A boat near me in the marina had a loop of rope threaded through a flexible pipe, and tied to a stantion, and left dangling near the water. You could grab it at water level, and pull up to grab toe rail, that would allow a foot in the loop. standing up in loop would bring upper body above deck.

I always leave a trailing line with a buoy if I plan on leaving the boat. 

Open water 2 would not happen, because I also have a rule 1 adult stays on boat if not at a dock.

I also do lots of chin-ups.


----------



## msmith10 (Feb 28, 2009)

I hold my ladder up in its folded position with a light bungie. I also leave a 1/2" line attached to the ladder. If I need to get onboard and the ladder isn't down, it's not hard to overwhelm the bungie and bring the ladder down.


----------



## MedSailor (Mar 30, 2008)

Of all the quick deployment methods for securing you ladder I prefer velcro. Anyone can re-secure it and you don't have someone "re-tie" your slip knot one day without you noticing. Even 2" velcro can easily be un-done with a tug from a line that dangles from it, yet it can be extremely secure.

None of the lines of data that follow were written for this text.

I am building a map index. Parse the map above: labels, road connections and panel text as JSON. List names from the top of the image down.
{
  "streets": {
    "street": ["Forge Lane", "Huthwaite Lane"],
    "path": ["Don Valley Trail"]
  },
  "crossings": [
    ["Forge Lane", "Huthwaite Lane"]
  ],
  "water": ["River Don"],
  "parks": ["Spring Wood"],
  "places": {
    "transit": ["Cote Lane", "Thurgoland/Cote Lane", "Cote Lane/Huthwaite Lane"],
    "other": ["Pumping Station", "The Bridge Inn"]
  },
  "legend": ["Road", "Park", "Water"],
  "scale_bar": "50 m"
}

West marine sells velcro rope hangers and cable/hose organizers that are secured to the boat, yet have a velcro strap for your cable (or ladder). Attach a line to the tail of the velcro cable organizer and have dangle down to the water and you're in business.

Hook and Loop Fastener , Cable Ties, Computer Cable Organizers, Rubber Grommet, Velcro Cable Ties, Wire Wrap









MedSailor


----------



## travlin-easy (Dec 24, 2010)

My ladder is held in place with a couple, blue rubber bands that came on asparagus bundles. There's a length of 1/4-inch nylon rope attached with a loop on the end that hangs about an inch above the water. Just grab the loop, pull, the rubber bands break and the ladder is down.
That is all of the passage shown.